È scontro tra i big online
La battaglia sull'ecommerce si farà sempre più serrata. Online travel agency, motori di ricerca, comparatori di prezzi, siti di recensioni e anche gli stessi portali delle compagnie aeree sembrano aver smesso di sottrarre quote di mercato alle agenzie per iniziare la lotta per il predominio sul web. Del resto, i big dell'online si erano abituati a fatturati con aumenti da capogiro: e mantenere questo trend non è per nulla facile. 

Risorse umane
Il digitale porta con sé una sfida evolutiva dalla quale non ci si può sottrarre, anche per quanto riguarda le risorse umane. Si delinea una necessità di competenze per cogliere e sfruttare appieno la mole di informazioni che corre attraverso i canali online, social e i software. Puntare su profili specializzati nell'analisi e nella gestione dei dati, così come nella comunicazione, sarà la chiave di volta per intercettare i gusti dei clienti e adattare l'offerta alle loro esigenze, perché il nuovo mantra è 'profilazione'. 

Destinazioni emergenti
Prezzi competitivi e un prodotto che si sta strutturando per venire incontro agli standard qualitativi europei. Il 2017 ha consacrato come una delle maggiori 'rising star' internazionali l'Albania, che anche secondo il report del World Economic Forum su Travel & Tourism Competitiveness è al primo posto tra le mete emergenti del pianeta e rappresenterà la nuova frontiera del turismo italiano nel 2018.

La gestione dei flussi
L'Italia del 2018 dovrà occuparsi, principalmente, di gestione dei flussi turistici. I risultati di quest'anno hanno messo in evidenza tutte le criticità del cosiddetto overtourism nelle destinazioni maggiori, tanto da spingere 5 città di punta a siglare un protocollo per trovare soluzioni. I tentativi di delocalizzazione, per ora, si fermano a quello che sono: tentativi.
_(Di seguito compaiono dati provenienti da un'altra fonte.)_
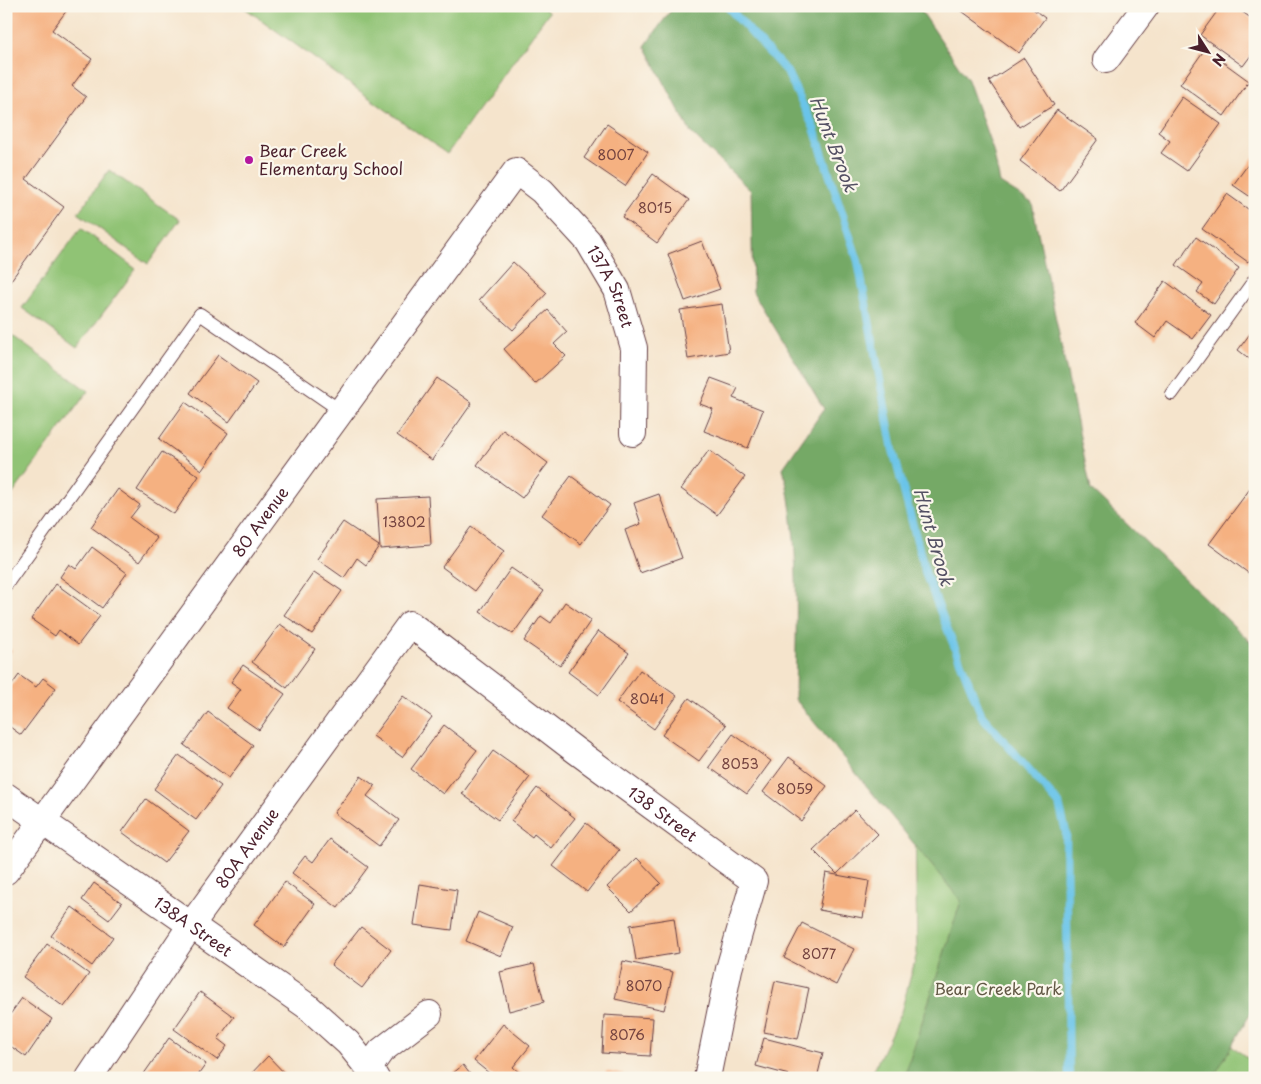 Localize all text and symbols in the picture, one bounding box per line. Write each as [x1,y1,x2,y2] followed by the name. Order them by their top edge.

Grandi manovre nell'hôtellerie
Sul fronte alberghiero l'anno sarà caratterizzato dalle mosse dei grandi gruppi, sempre più orientati verso la strada della moltiplicazione dei brand e sbilanciati sull'up level. Da AccorHotels a Marriott, da Hilton a Melià, i big player del comparto si orientano sul luxury a colpi di acquisizioni. 

Il ricettivo originale
Emerge come una tendenza che si ricollega alla ricerca di esperienze: i clienti scelgono sempre più soluzioni di ospitalità che li possano sorprendere. Si va così dai letti nelle botti alle camere realizzate dentro autobus dismessi o in aerei abbandonati.